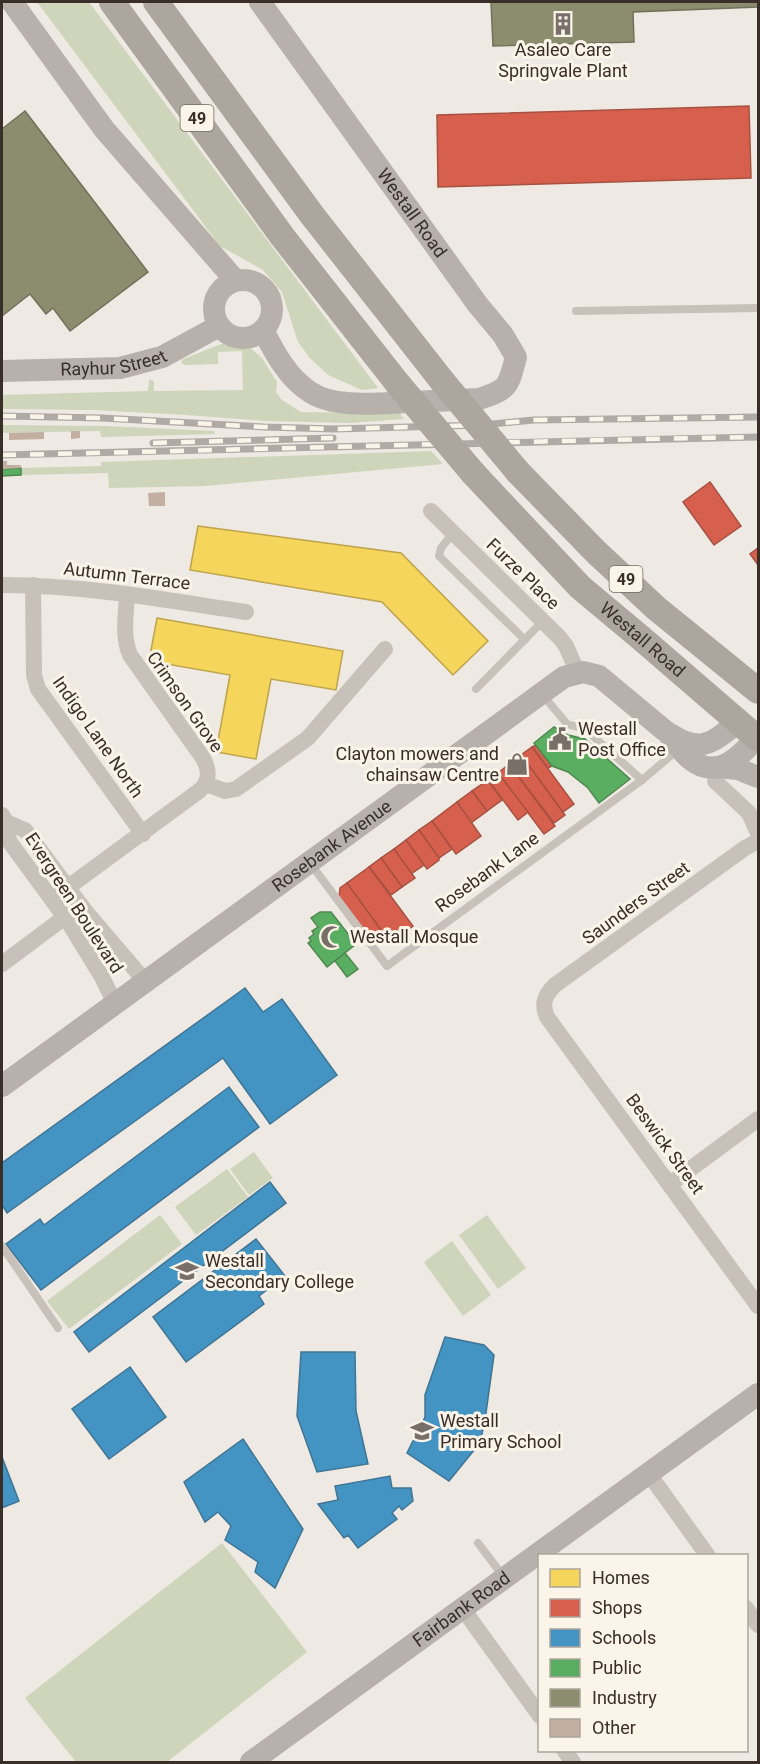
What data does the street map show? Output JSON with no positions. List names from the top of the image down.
{
  "streets": {
    "main road": [
      "49",
      "Westall Road",
      "Rayhur Street",
      "Rosebank Avenue",
      "Fairbank Road"
    ],
    "street": [
      "Furze Place",
      "Autumn Terrace",
      "Crimson Grove",
      "Indigo Lane North",
      "Evergreen Boulevard",
      "Saunders Street",
      "Beswick Street"
    ],
    "lane": ["Rosebank Lane"]
  },
  "crossings": [
    ["Westall Road", "Rayhur Street"],
    ["Furze Place", "Rosebank Avenue"],
    ["Autumn Terrace", "Crimson Grove"],
    ["Autumn Terrace", "Indigo Lane North"],
    ["Rosebank Avenue", "Rosebank Lane"],
    ["Rosebank Avenue", "Evergreen Boulevard"],
    ["Saunders Street", "Beswick Street"]
  ],
  "places": {
    "building": ["Asaleo Care Springvale Plant"],
    "public building": ["Westall Post Office"],
    "shop": ["Clayton mowers and chainsaw Centre"],
    "mosque": ["Westall Mosque"],
    "school or university": ["Westall Secondary College", "Westall Primary School"]
  },
  "legend": [
    "Homes",
    "Shops",
    "Schools",
    "Public",
    "Industry",
    "Other"
  ]
}
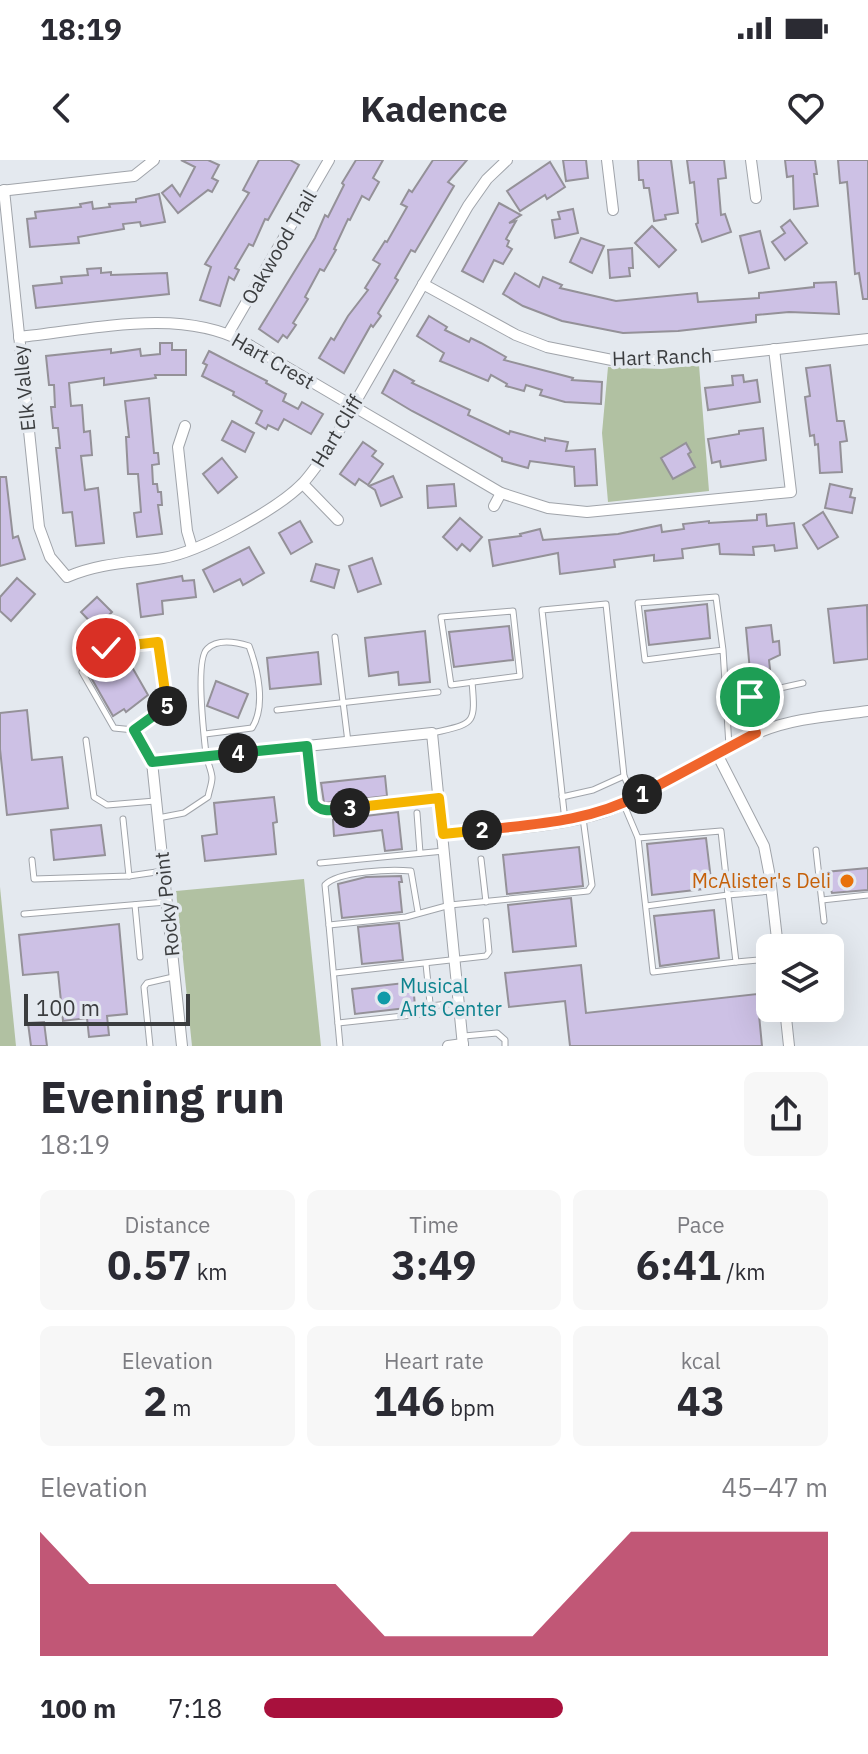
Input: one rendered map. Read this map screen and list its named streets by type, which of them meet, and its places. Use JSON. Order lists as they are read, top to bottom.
{
  "streets": {
    "street": [
      "Oakwood Trail",
      "Hart Ranch",
      "Hart Crest",
      "Elk Valley",
      "Hart Cliff",
      "Rocky Point"
    ]
  },
  "crossings": [
    ["Oakwood Trail", "Hart Crest"],
    ["Hart Ranch", "Hart Crest"],
    ["Hart Ranch", "Hart Cliff"],
    ["Hart Crest", "Elk Valley"],
    ["Hart Crest", "Hart Cliff"],
    ["Elk Valley", "Hart Cliff"]
  ],
  "places": ["McAlister's Deli", "Musical Arts Center"],
  "scale_bar": "100 m",
  "page": {
    "status": "18:19",
    "header": "Kadence",
    "pins": [
      "5",
      "4",
      "1",
      "3",
      "2"
    ],
    "scale": "100 m",
    "heading": ["Evening run", "18:19"],
    "stats": [
      ["Distance", "0.57 km"],
      ["Time", "3:49"],
      ["Pace", "6:41 /km"],
      ["Elevation", "2 m"],
      ["Heart rate", "146 bpm"],
      ["kcal", "43"]
    ],
    "chart": ["Elevation", "45–47 m"],
    "list": [
      {
        "name": "100 m",
        "note": "7:18"
      }
    ]
  }
}
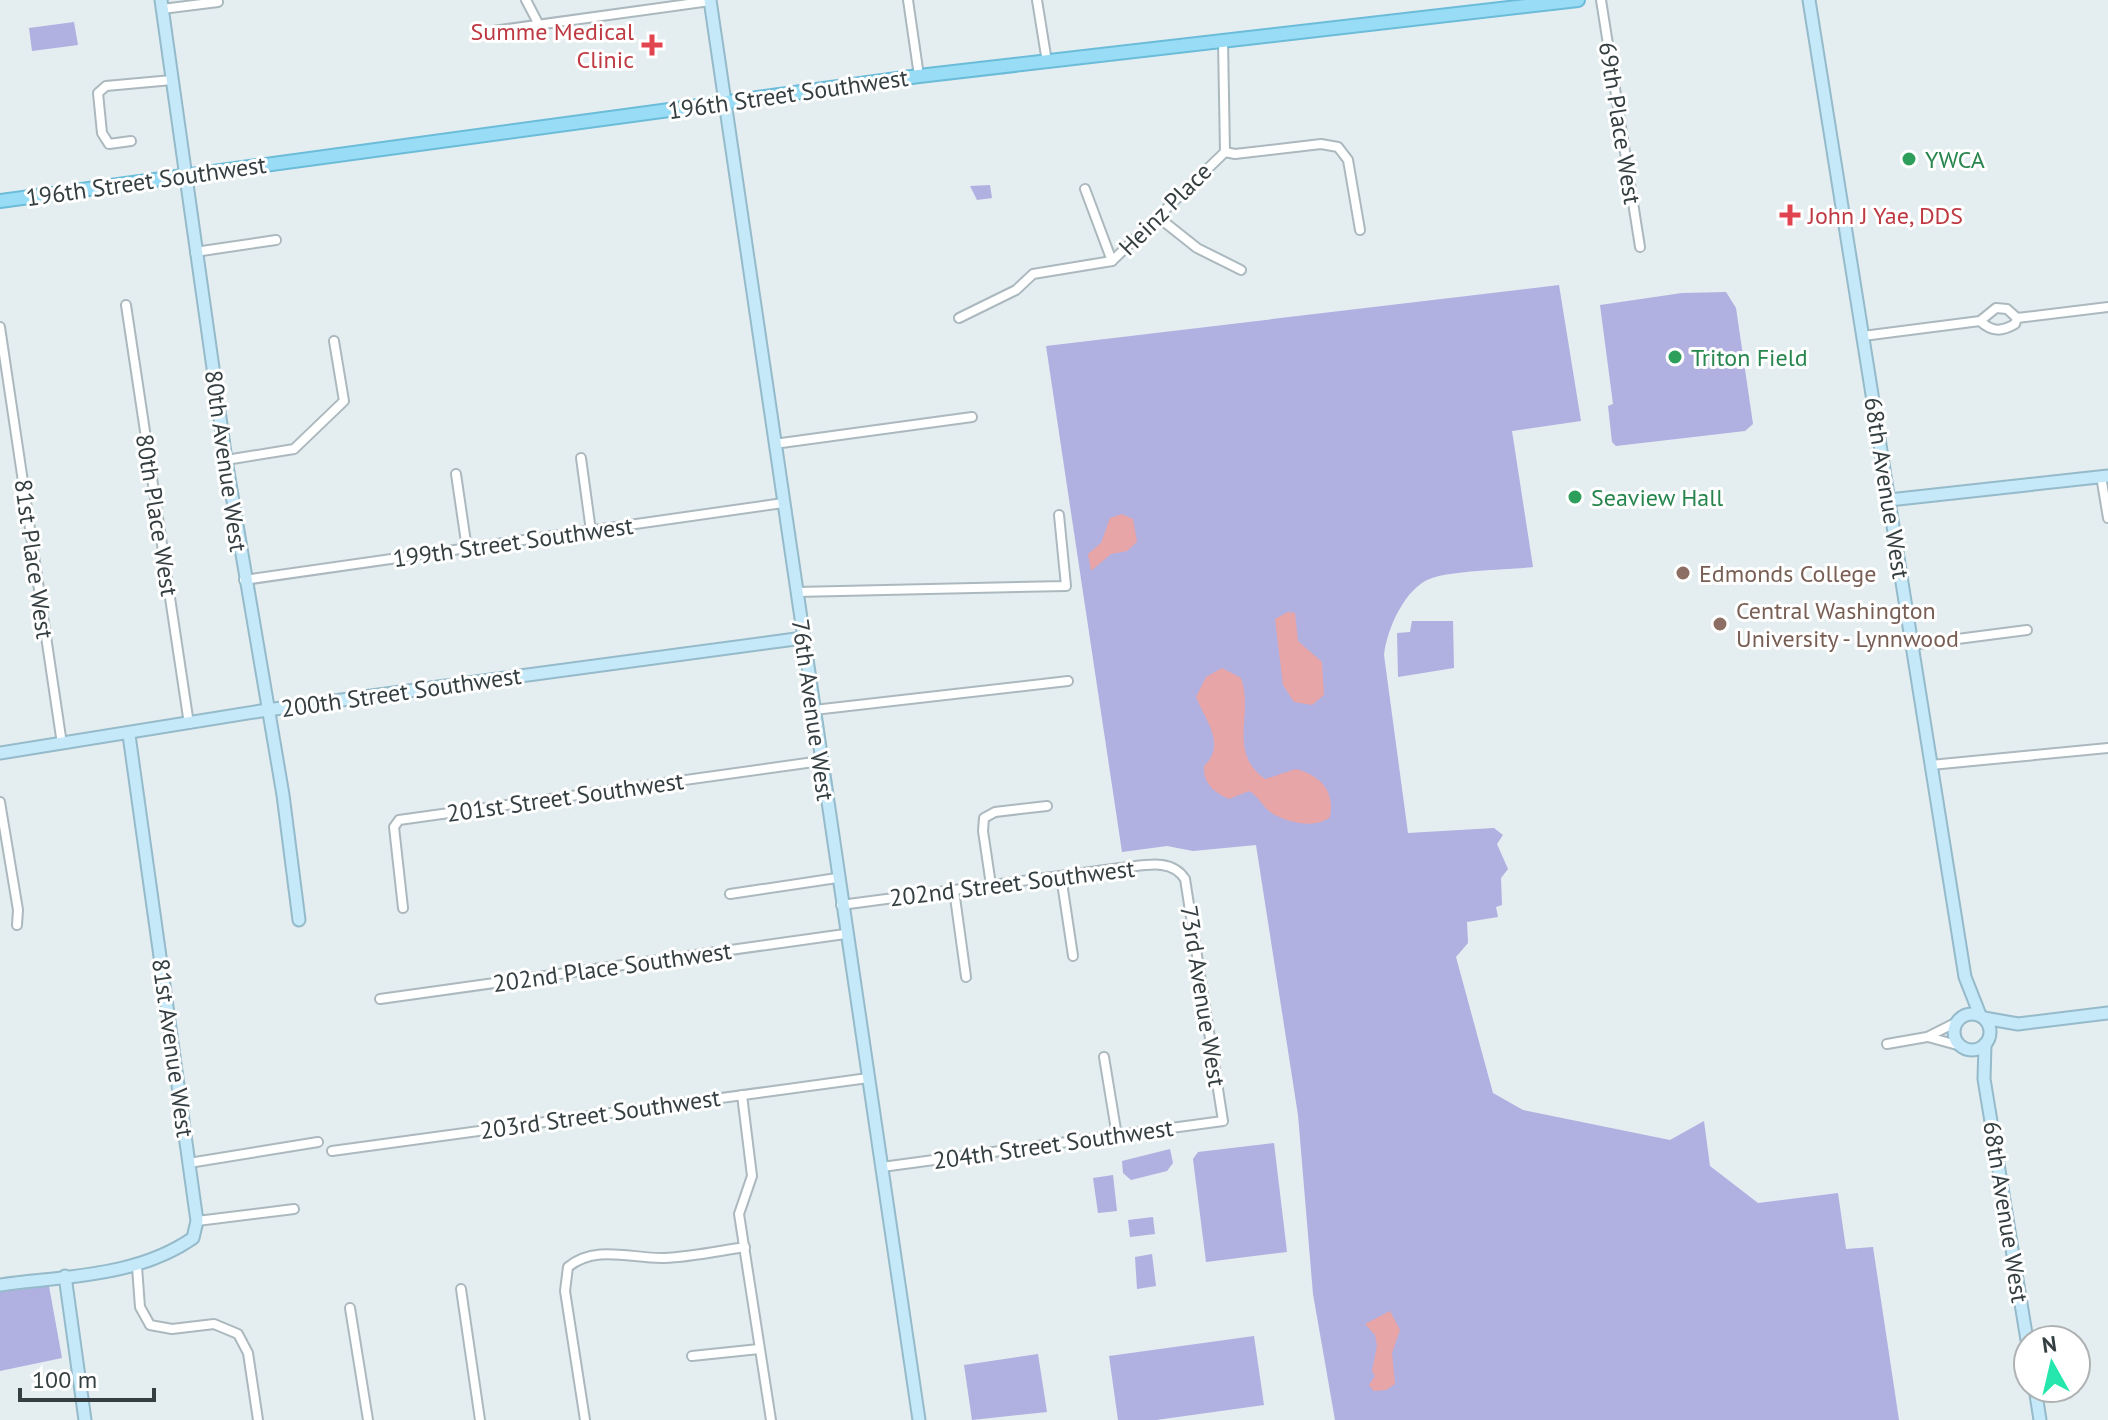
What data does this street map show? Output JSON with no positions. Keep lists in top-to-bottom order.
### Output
{
  "streets": {
    "main road": ["196th Street Southwest"],
    "street": [
      "69th Place West",
      "Heinz Place",
      "80th Avenue West",
      "68th Avenue West",
      "80th Place West",
      "199th Street Southwest",
      "81st Place West",
      "200th Street Southwest",
      "76th Avenue West",
      "201st Street Southwest",
      "202nd Street Southwest",
      "202nd Place Southwest",
      "73rd Avenue West",
      "81st Avenue West",
      "203rd Street Southwest",
      "204th Street Southwest"
    ]
  },
  "crossings": [
    ["196th Street Southwest", "Heinz Place"],
    ["196th Street Southwest", "80th Avenue West"],
    ["196th Street Southwest", "76th Avenue West"],
    ["80th Avenue West", "199th Street Southwest"],
    ["80th Avenue West", "200th Street Southwest"],
    ["80th Place West", "200th Street Southwest"],
    ["199th Street Southwest", "76th Avenue West"],
    ["81st Place West", "200th Street Southwest"],
    ["200th Street Southwest", "76th Avenue West"],
    ["200th Street Southwest", "81st Avenue West"],
    ["76th Avenue West", "201st Street Southwest"],
    ["76th Avenue West", "202nd Street Southwest"],
    ["76th Avenue West", "202nd Place Southwest"],
    ["76th Avenue West", "203rd Street Southwest"],
    ["76th Avenue West", "204th Street Southwest"],
    ["202nd Street Southwest", "73rd Avenue West"],
    ["73rd Avenue West", "204th Street Southwest"]
  ],
  "places": {
    "health": ["Summe Medical Clinic", "John J Yae, DDS"],
    "other": [
      "YWCA",
      "Triton Field",
      "Seaview Hall",
      "Edmonds College",
      "Central Washington University - Lynnwood"
    ]
  },
  "scale_bar": "100 m",
  "north": "top"
}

— Goal of the exercise —
The full material above must be output verbatim, minus any pictures.

— Reply to the task —
What data does the street map show? Output JSON with no positions. List names from the top of the image down.
{
  "streets": {
    "main road": [
      "49",
      "Westall Road",
      "Rayhur Street",
      "Rosebank Avenue",
      "Fairbank Road"
    ],
    "street": [
      "Furze Place",
      "Autumn Terrace",
      "Crimson Grove",
      "Indigo Lane North",
      "Evergreen Boulevard",
      "Saunders Street",
      "Beswick Street"
    ],
    "lane": ["Rosebank Lane"]
  },
  "crossings": [
    ["Westall Road", "Rayhur Street"],
    ["Furze Place", "Rosebank Avenue"],
    ["Autumn Terrace", "Crimson Grove"],
    ["Autumn Terrace", "Indigo Lane North"],
    ["Rosebank Avenue", "Rosebank Lane"],
    ["Rosebank Avenue", "Evergreen Boulevard"],
    ["Saunders Street", "Beswick Street"]
  ],
  "places": {
    "building": ["Asaleo Care Springvale Plant"],
    "public building": ["Westall Post Office"],
    "shop": ["Clayton mowers and chainsaw Centre"],
    "mosque": ["Westall Mosque"],
    "school or university": ["Westall Secondary College", "Westall Primary School"]
  },
  "legend": [
    "Homes",
    "Shops",
    "Schools",
    "Public",
    "Industry",
    "Other"
  ]
}
Input: one rendered map. Read this map screen and list its named streets by type, which of them meet, and its places. Use JSON. Order lists as they are read, top to bottom.
{
  "streets": {
    "street": [
      "Oakwood Trail",
      "Hart Ranch",
      "Hart Crest",
      "Elk Valley",
      "Hart Cliff",
      "Rocky Point"
    ]
  },
  "crossings": [
    ["Oakwood Trail", "Hart Crest"],
    ["Hart Ranch", "Hart Crest"],
    ["Hart Ranch", "Hart Cliff"],
    ["Hart Crest", "Elk Valley"],
    ["Hart Crest", "Hart Cliff"],
    ["Elk Valley", "Hart Cliff"]
  ],
  "places": ["McAlister's Deli", "Musical Arts Center"],
  "scale_bar": "100 m",
  "page": {
    "status": "18:19",
    "header": "Kadence",
    "pins": [
      "5",
      "4",
      "1",
      "3",
      "2"
    ],
    "scale": "100 m",
    "heading": ["Evening run", "18:19"],
    "stats": [
      ["Distance", "0.57 km"],
      ["Time", "3:49"],
      ["Pace", "6:41 /km"],
      ["Elevation", "2 m"],
      ["Heart rate", "146 bpm"],
      ["kcal", "43"]
    ],
    "chart": ["Elevation", "45–47 m"],
    "list": [
      {
        "name": "100 m",
        "note": "7:18"
      }
    ]
  }
}
What data does this street map show? Output JSON with no positions. Keep lists in top-to-bottom order.
### Output
{
  "streets": {
    "main road": ["196th Street Southwest"],
    "street": [
      "69th Place West",
      "Heinz Place",
      "80th Avenue West",
      "68th Avenue West",
      "80th Place West",
      "199th Street Southwest",
      "81st Place West",
      "200th Street Southwest",
      "76th Avenue West",
      "201st Street Southwest",
      "202nd Street Southwest",
      "202nd Place Southwest",
      "73rd Avenue West",
      "81st Avenue West",
      "203rd Street Southwest",
      "204th Street Southwest"
    ]
  },
  "crossings": [
    ["196th Street Southwest", "Heinz Place"],
    ["196th Street Southwest", "80th Avenue West"],
    ["196th Street Southwest", "76th Avenue West"],
    ["80th Avenue West", "199th Street Southwest"],
    ["80th Avenue West", "200th Street Southwest"],
    ["80th Place West", "200th Street Southwest"],
    ["199th Street Southwest", "76th Avenue West"],
    ["81st Place West", "200th Street Southwest"],
    ["200th Street Southwest", "76th Avenue West"],
    ["200th Street Southwest", "81st Avenue West"],
    ["76th Avenue West", "201st Street Southwest"],
    ["76th Avenue West", "202nd Street Southwest"],
    ["76th Avenue West", "202nd Place Southwest"],
    ["76th Avenue West", "203rd Street Southwest"],
    ["76th Avenue West", "204th Street Southwest"],
    ["202nd Street Southwest", "73rd Avenue West"],
    ["73rd Avenue West", "204th Street Southwest"]
  ],
  "places": {
    "health": ["Summe Medical Clinic", "John J Yae, DDS"],
    "other": [
      "YWCA",
      "Triton Field",
      "Seaview Hall",
      "Edmonds College",
      "Central Washington University - Lynnwood"
    ]
  },
  "scale_bar": "100 m",
  "north": "top"
}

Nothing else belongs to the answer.